-- Supplied data follows --
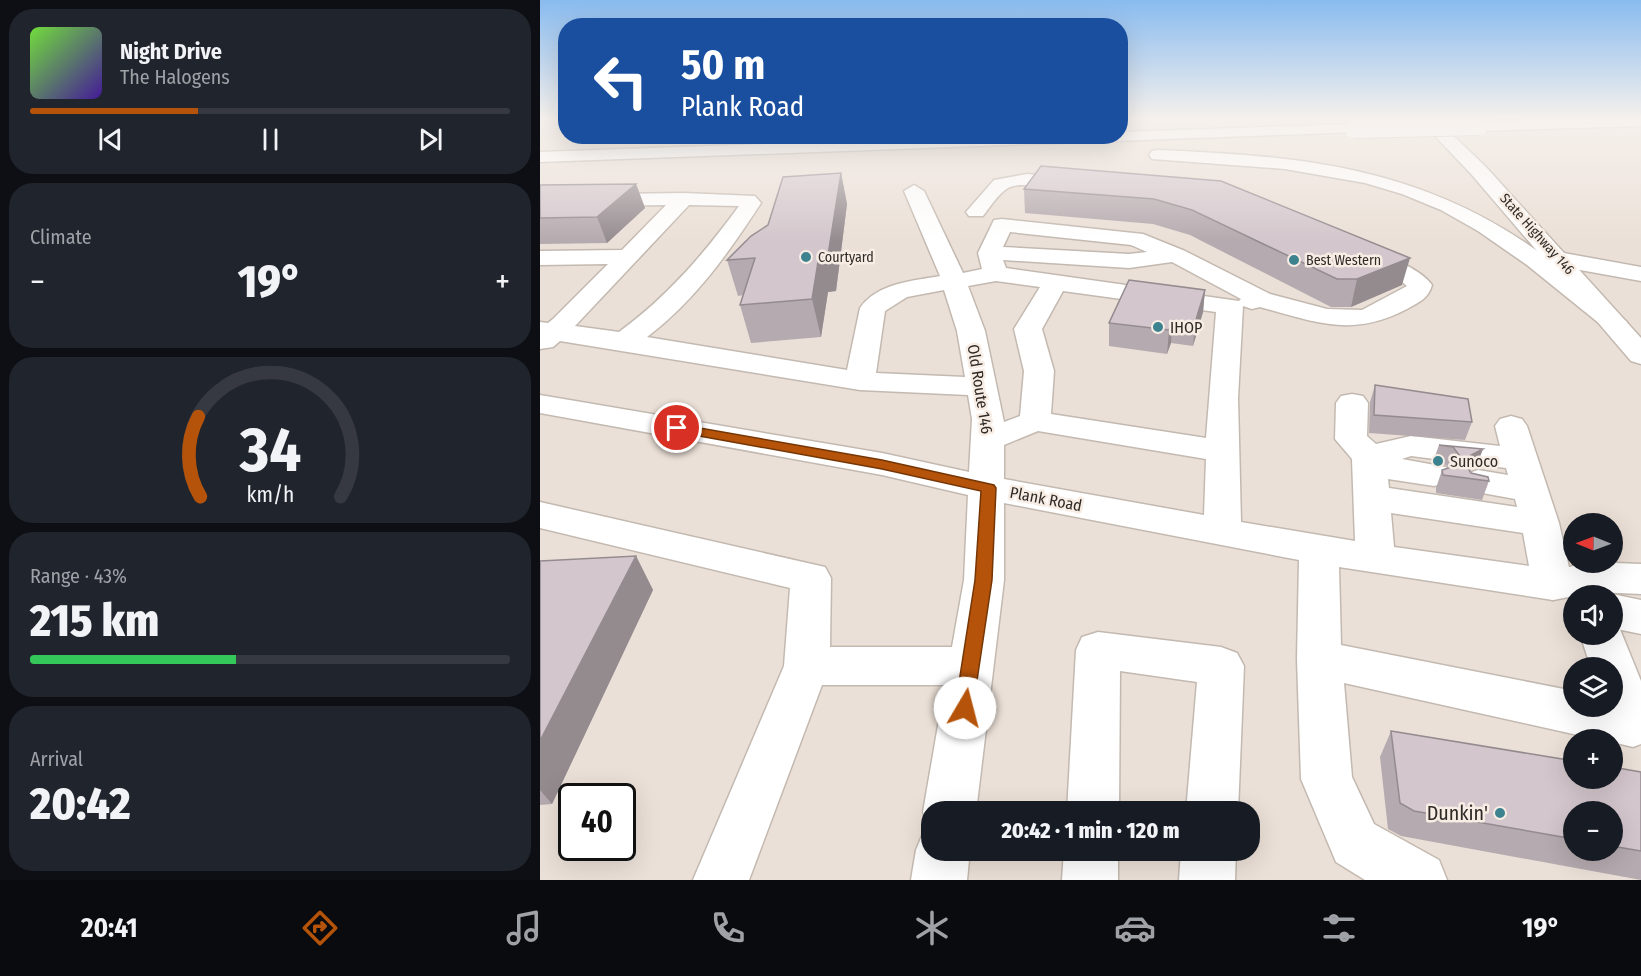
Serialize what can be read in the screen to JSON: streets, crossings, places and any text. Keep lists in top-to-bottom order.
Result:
{
  "streets": {
    "main road": ["State Highway 146", "Old Route 146", "Plank Road"]
  },
  "crossings": [
    ["Old Route 146", "Plank Road"]
  ],
  "places": [
    "Courtyard",
    "Best Western",
    "IHOP",
    "Sunoco",
    "Dunkin'"
  ],
  "north": "left",
  "page": {
    "turn": ["50 m", "Plank Road"],
    "song": ["Night Drive", "The Halogens"],
    "tile": [
      "Climate",
      ["Range · 43%", "215 km"],
      ["Arrival", "20:42"]
    ],
    "heat": ["−", "19°", "+"],
    "map_buttons": ["+", "−"],
    "limit": "40",
    "trip": "20:42 · 1 min · 120 m",
    "tabs": ["20:41", "19°"],
    "gauge": ["34", "km/h"]
  }
}
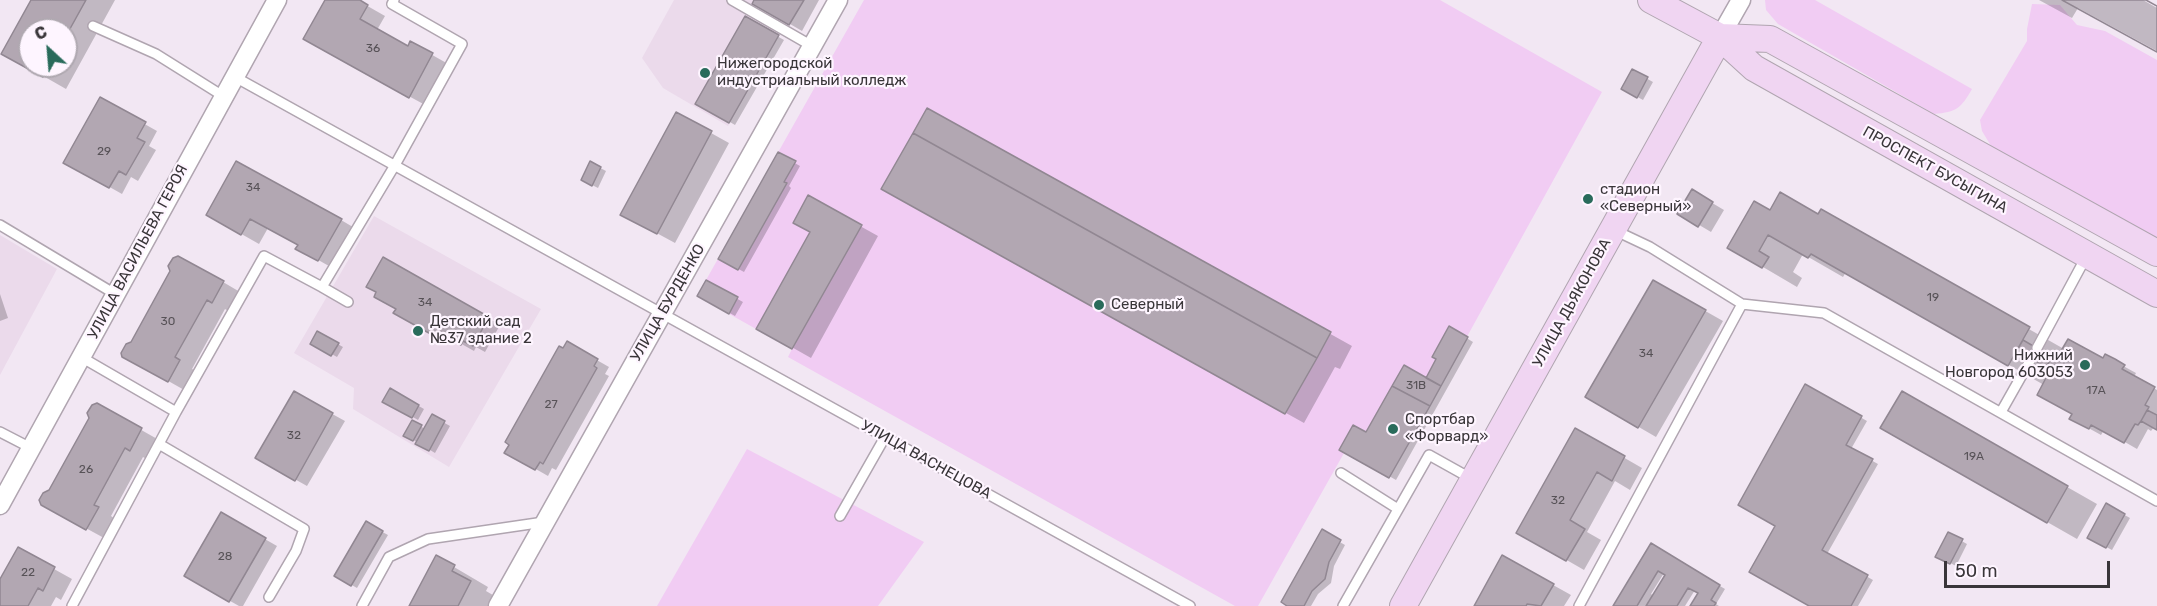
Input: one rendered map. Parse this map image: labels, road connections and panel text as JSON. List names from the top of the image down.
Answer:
{
  "streets": {
    "main road": ["ПРОСПЕКТ БУСЫГИНА", "УЛИЦА ДЬЯКОНОВА"],
    "street": ["УЛИЦА ВАСИЛЬЕВА ГЕРОЯ", "УЛИЦА БУРДЕНКО"],
    "lane": ["УЛИЦА ВАСНЕЦОВА"]
  },
  "crossings": [
    ["ПРОСПЕКТ БУСЫГИНА", "УЛИЦА ДЬЯКОНОВА"],
    ["УЛИЦА ВАСИЛЬЕВА ГЕРОЯ", "УЛИЦА ВАСНЕЦОВА"],
    ["УЛИЦА БУРДЕНКО", "УЛИЦА ВАСНЕЦОВА"]
  ],
  "places": [
    "Нижегородской индустриальный колледж",
    "стадион «Северный»",
    "Северный",
    "Детский сад №37 здание 2",
    "Нижний Новгород 603053",
    "Спортбар «Форвард»"
  ],
  "house_numbers": [
    "36",
    "29",
    "34",
    "19",
    "34",
    "30",
    "34",
    "31В",
    "17А",
    "27",
    "32",
    "19А",
    "26",
    "32",
    "28",
    "22"
  ],
  "scale_bar": "50 m",
  "north": "top left"
}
-- Supplied data concluded --
Task instructions => Each line above should be written out again exactly, without any image.

Exercise answer =>
Serialize what can be read in the screen to JSON: streets, crossings, places and any text. Keep lists in top-to-bottom order.
Result:
{
  "streets": {
    "main road": ["State Highway 146", "Old Route 146", "Plank Road"]
  },
  "crossings": [
    ["Old Route 146", "Plank Road"]
  ],
  "places": [
    "Courtyard",
    "Best Western",
    "IHOP",
    "Sunoco",
    "Dunkin'"
  ],
  "north": "left",
  "page": {
    "turn": ["50 m", "Plank Road"],
    "song": ["Night Drive", "The Halogens"],
    "tile": [
      "Climate",
      ["Range · 43%", "215 km"],
      ["Arrival", "20:42"]
    ],
    "heat": ["−", "19°", "+"],
    "map_buttons": ["+", "−"],
    "limit": "40",
    "trip": "20:42 · 1 min · 120 m",
    "tabs": ["20:41", "19°"],
    "gauge": ["34", "km/h"]
  }
}
Input: one rendered map. Parse this map image: labels, road connections and panel text as JSON. List names from the top of the image down.
Answer:
{
  "streets": {
    "main road": ["ПРОСПЕКТ БУСЫГИНА", "УЛИЦА ДЬЯКОНОВА"],
    "street": ["УЛИЦА ВАСИЛЬЕВА ГЕРОЯ", "УЛИЦА БУРДЕНКО"],
    "lane": ["УЛИЦА ВАСНЕЦОВА"]
  },
  "crossings": [
    ["ПРОСПЕКТ БУСЫГИНА", "УЛИЦА ДЬЯКОНОВА"],
    ["УЛИЦА ВАСИЛЬЕВА ГЕРОЯ", "УЛИЦА ВАСНЕЦОВА"],
    ["УЛИЦА БУРДЕНКО", "УЛИЦА ВАСНЕЦОВА"]
  ],
  "places": [
    "Нижегородской индустриальный колледж",
    "стадион «Северный»",
    "Северный",
    "Детский сад №37 здание 2",
    "Нижний Новгород 603053",
    "Спортбар «Форвард»"
  ],
  "house_numbers": [
    "36",
    "29",
    "34",
    "19",
    "34",
    "30",
    "34",
    "31В",
    "17А",
    "27",
    "32",
    "19А",
    "26",
    "32",
    "28",
    "22"
  ],
  "scale_bar": "50 m",
  "north": "top left"
}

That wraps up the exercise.